F. Harmful compounds in moringa
Apart from the above enlisted nutritional content, M. oleifera has been found to have a relatively low amount of antinutritional factor such as phytates, saponins, tannins and oxalates (Shih et al., 2011). According to Stevens et al. (2015) and Makkar and Becker (1996), the phytate and saponin content in M. oleifera seed was 2.23%, 3.89% respectively and phytate and saponin content in Moringa leaf was 2.5%, 5.0% respectively. These were lower than those noted in other legumes for example soya bean meal. Likewise, it has reported that oxalate content in M. oleifera leaf (2.754 g/100 g) was lower that Spinach leaf = 12.57 g/100 g, Green amaranth leaf =10.05 g/100 g and Curry leaf = 2.77 g/100 g (Radek & Savage, 2008). The oxalate content of Moringa leaves are insoluble. While spinach leaves have high iron and calcium, contain 12.57 g/100 g oxalates, among which 11.89g/ 100 g are soluble oxalates (Radek and Savage 2008). These soluble oxalates may cause kidney stone in livestock. These findings demostrate that moringa leaves can be provide as a livestock feed without the any danger of kidney stone formation.
Table 3. Soluble and insoluble oxalates content in different leafy vegetable in comparison with moringa leaves (Noonan and Savage 1999; Radek and Savage 2008).

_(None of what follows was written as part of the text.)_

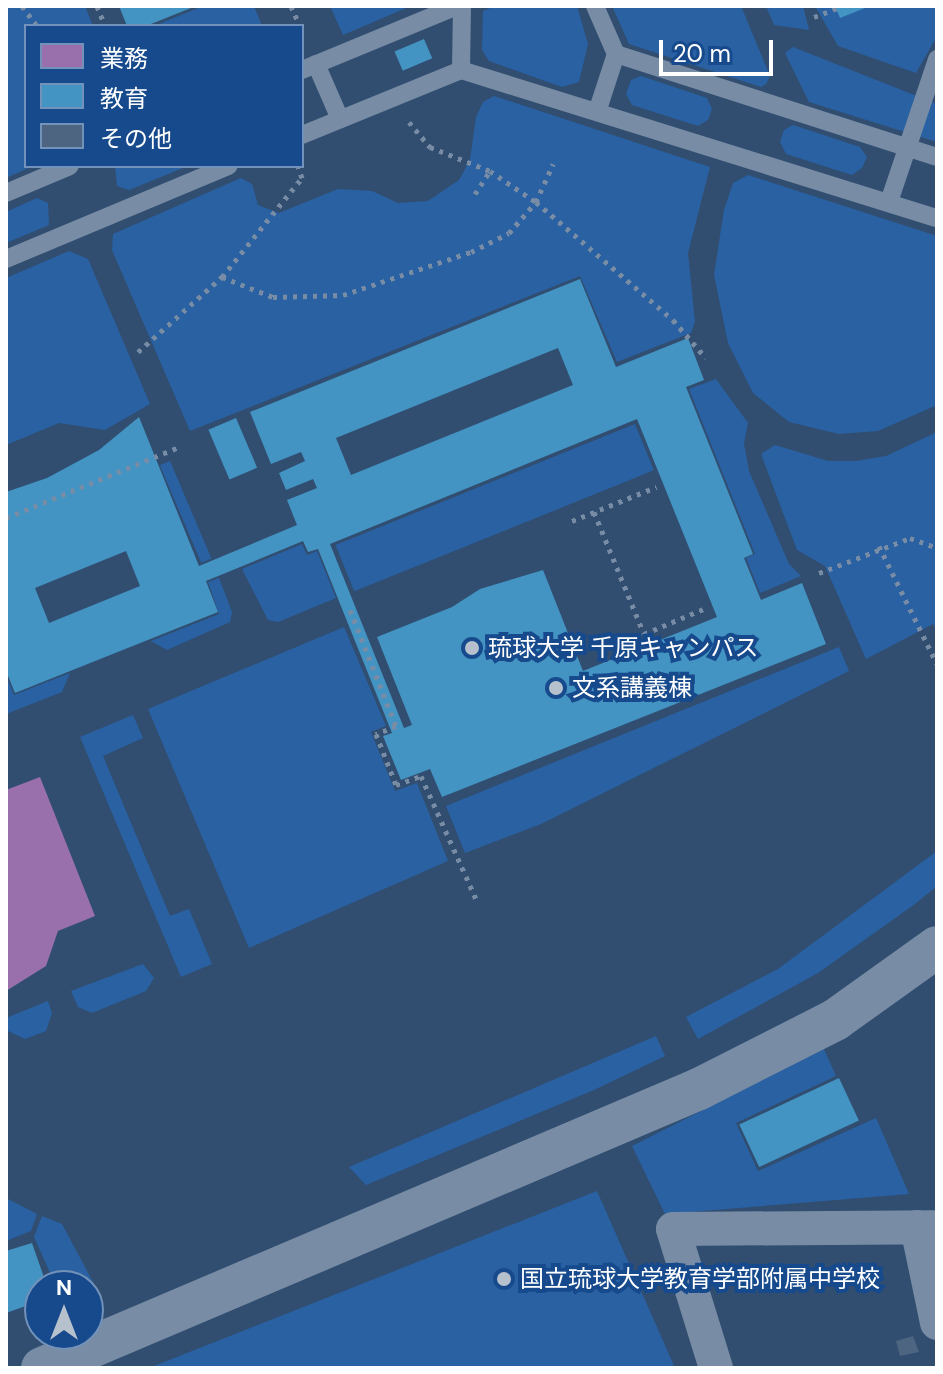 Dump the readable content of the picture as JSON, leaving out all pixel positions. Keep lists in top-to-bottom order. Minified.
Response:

Vegetable/plants Total oxalates Soluble oxalates Insoluble oxalates
(mg/kg) (mg/kg ) (mg/kg )
Spinach 125″,762 118″,998 6763
Green amaranths 100″,563 46″,747 53″,817
Purple amaranths 81″,060 35″,580 45″,480
Curry 27″,749 – 27″,749
Moringa 27″,540 – 27″,540
Onion 5328 – 5328
Coriander 5132 – 5132
Radish 2090 – 2090
In Moringa, tannins were 12 g /kg of DM, whereas 65% supplementation of Leucaena leucocephala leaves in the diet of ruminants may give rise to tannins and phytates up to 29.40 mg /100g of dry matter (Udom and Idiong 2011). Some other fodder tree leaves viz. Sesbania sesban, Acacia angustissima, and Acacia cyanophylla have 31, 66, and 38 g/kg tannin contents, respectively (Ahn et al., 1989; Kaitho 1997; Salem et al., 1999). Apart from this, moringa leaves have deficient in lectins, trypsin, and amylase inhibitors (Ferreira et al., 2008), but have sugar-modified glucosinolates (Fahey et al., 2001; Bennett et al., 2003; Newton et al., 2010), although their concentration varies greatly depending upon the soil type, climate and stage of growth (Farnham et al., 2000, 2004). These compounds are being reported as agents which are responsible for the bitter or pungent taste of Moringa leaves (Doerr et al., 2009). Although moringa leaves have saponins, which provides a bitter taste to livestock while eating leaves, these do not have harmful effects on animals as well as human beings (Makkar and Becker 1996, 1997). It has been reported that extracts of Moringa leaves contain saponins = 4.7-5 g/kg of DM, and so they do not cause harmful effect on livestock and human beings (Liener 1994; Makkar and Becker 1997; Price 2000; Foidl et al. 2001). In order to find out the moringa’s effects on health, research related to bioactive compounds and their phytochemicals requires more attention to detect the catabolism and absorption of these compounds after consumption and researches should be directed towards these areas.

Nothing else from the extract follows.